Jeff Atwood on November 2, 2005 02:33 PM

Carlos made a huge mistake in his article. He added RegexOptions.Compiled. This causes IL to be emitted at runtime, causing a huge slowdown. Take this out and .NET wins easily.

Rik Hemsley on August 8, 2007 03:44 AM

Hey, would somebody save me a lot of reading time and summarize the results?
thanks.

Elroy on December 27, 2007 08:49 AM

I know this is an old bllog, but you don't tell us whether you were using -server or -client JVM

Run the test with -server flag, which is much faster than client.

Ak on May 22, 2008 08:47 AM

> Athlon 64 3800+ (2.4ghz)
> .NET 170ms
>
> P4 3.2 (3.2ghz), w/hyperthreading
> .NET 185ms
>
> Athlon XP 2400+ (1.7 ghz), dual proc
> .NET 250ms
>
> Pentium M (centrino) 1.2ghz
> .NET 320ms

Four years later:

> Core 2 Duo E8500 @ 3.5 Ghz
> .NET 100 ms

Jeff Atwood on May 22, 2008 10:36 AM

Well, your four years later numbers are missing java result? Also, were you using -client or -server JVM?

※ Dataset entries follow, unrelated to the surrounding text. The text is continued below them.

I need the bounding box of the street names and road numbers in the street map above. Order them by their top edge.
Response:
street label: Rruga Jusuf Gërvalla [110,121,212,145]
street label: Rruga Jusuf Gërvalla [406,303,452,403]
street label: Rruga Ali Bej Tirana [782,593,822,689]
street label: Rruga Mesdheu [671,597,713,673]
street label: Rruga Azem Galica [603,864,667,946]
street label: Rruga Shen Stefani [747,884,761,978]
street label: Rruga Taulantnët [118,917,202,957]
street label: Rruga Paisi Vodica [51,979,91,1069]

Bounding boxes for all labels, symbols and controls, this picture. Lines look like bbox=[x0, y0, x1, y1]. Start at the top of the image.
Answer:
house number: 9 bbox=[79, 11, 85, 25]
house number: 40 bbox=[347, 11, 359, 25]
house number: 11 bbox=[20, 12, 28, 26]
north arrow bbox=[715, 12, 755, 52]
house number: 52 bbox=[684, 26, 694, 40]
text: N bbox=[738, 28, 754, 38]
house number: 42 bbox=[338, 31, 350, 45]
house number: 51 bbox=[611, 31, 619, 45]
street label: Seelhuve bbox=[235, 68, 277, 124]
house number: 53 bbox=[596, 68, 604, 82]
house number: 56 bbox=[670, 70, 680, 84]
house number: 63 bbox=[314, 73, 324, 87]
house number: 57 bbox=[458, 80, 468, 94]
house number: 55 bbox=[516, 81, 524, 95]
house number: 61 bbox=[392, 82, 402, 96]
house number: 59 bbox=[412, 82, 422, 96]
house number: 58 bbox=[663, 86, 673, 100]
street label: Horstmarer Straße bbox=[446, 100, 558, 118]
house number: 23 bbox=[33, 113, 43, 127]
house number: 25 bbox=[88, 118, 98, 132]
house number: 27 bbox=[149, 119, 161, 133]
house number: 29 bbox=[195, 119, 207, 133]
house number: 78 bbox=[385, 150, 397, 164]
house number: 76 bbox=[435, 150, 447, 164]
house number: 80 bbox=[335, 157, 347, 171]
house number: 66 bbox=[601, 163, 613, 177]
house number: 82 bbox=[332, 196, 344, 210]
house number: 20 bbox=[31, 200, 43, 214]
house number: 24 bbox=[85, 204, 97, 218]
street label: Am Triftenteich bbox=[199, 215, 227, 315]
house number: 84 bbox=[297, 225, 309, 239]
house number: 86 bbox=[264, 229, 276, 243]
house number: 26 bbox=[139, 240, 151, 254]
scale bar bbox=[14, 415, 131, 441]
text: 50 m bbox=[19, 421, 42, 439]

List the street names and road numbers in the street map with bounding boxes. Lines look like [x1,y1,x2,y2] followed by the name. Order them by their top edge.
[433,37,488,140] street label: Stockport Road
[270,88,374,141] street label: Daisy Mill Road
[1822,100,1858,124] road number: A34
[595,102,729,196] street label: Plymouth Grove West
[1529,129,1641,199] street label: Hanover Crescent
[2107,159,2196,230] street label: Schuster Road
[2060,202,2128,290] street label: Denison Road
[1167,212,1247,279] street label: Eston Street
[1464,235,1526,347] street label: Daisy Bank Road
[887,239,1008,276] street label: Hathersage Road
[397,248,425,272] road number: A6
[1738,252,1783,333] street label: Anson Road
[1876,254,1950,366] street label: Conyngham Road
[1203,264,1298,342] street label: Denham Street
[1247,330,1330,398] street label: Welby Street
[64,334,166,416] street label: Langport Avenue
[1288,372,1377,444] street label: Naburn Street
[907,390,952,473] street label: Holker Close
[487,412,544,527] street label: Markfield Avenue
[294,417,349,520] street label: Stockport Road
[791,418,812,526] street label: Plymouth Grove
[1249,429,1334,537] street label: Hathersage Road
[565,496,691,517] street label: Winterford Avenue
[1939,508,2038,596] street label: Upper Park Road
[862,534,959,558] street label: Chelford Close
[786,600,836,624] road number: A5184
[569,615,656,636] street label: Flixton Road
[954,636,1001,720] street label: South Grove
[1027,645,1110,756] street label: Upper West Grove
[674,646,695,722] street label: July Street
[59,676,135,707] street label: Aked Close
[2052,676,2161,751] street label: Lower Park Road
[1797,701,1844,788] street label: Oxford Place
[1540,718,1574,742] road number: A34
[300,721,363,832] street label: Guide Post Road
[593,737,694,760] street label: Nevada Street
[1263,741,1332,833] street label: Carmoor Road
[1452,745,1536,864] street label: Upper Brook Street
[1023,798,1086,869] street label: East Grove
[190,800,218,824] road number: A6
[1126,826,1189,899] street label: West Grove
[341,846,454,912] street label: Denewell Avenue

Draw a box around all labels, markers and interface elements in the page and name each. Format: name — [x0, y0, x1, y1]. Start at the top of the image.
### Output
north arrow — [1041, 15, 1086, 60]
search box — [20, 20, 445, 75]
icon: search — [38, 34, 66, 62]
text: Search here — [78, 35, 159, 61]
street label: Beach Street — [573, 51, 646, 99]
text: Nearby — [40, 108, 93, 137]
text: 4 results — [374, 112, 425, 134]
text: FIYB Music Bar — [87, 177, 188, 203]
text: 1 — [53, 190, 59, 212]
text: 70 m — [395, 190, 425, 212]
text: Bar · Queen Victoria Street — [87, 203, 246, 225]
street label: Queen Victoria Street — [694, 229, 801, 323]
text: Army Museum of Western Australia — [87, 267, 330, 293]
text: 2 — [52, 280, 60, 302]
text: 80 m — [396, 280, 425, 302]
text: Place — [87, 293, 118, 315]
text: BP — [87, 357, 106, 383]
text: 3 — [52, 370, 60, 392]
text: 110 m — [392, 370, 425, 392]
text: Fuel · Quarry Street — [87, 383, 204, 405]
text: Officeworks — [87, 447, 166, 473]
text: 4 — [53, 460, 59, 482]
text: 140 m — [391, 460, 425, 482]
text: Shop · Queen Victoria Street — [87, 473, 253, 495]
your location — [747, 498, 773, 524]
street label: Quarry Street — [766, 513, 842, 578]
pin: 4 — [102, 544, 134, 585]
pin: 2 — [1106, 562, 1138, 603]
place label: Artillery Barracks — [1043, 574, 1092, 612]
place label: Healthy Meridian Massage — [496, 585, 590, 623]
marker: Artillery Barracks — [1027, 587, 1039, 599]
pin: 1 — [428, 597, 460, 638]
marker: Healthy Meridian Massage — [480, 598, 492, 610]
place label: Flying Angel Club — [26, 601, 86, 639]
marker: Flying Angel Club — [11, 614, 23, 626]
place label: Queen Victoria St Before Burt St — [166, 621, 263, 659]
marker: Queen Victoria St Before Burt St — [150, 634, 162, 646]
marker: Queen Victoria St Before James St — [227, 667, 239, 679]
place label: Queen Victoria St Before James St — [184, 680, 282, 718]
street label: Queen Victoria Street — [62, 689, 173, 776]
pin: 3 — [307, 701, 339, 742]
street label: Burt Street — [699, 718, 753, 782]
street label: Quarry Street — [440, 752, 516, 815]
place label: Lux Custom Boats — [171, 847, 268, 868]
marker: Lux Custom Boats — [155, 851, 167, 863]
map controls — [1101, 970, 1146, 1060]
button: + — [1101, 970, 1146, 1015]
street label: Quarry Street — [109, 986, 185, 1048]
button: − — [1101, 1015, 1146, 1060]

Ak on May 23, 2008 04:18 AM

Also, 100 ms is very short time. Java (especially server JVM) has a slower startup time. The benchmark should be at least 5 sec or larger.

Ak on May 23, 2008 04:21 AM

I don't get the same result. Java regex is twice faster for me.

http://kingrazi.blogspot.com/2008/05/shootout-c-net-vs-java-benchmarks.html

Razi on May 30, 2008 09:04 PM

Razi,
You said in your own post the code was not properly ported, benchmarks need to be based off of relatively identical source code.

Ak,
All of the measurements for this article are self generated by the code. So start up time is not a factor. And as Jeff said, he tried orders of magnitude higher and they scaled as expected.

On the post before that: I think rather then showing the performance between Java vs .NET, he was showing the performance of the CPU, specifically 10% more Frequency speed but nearly 100% better performance compared to the P4.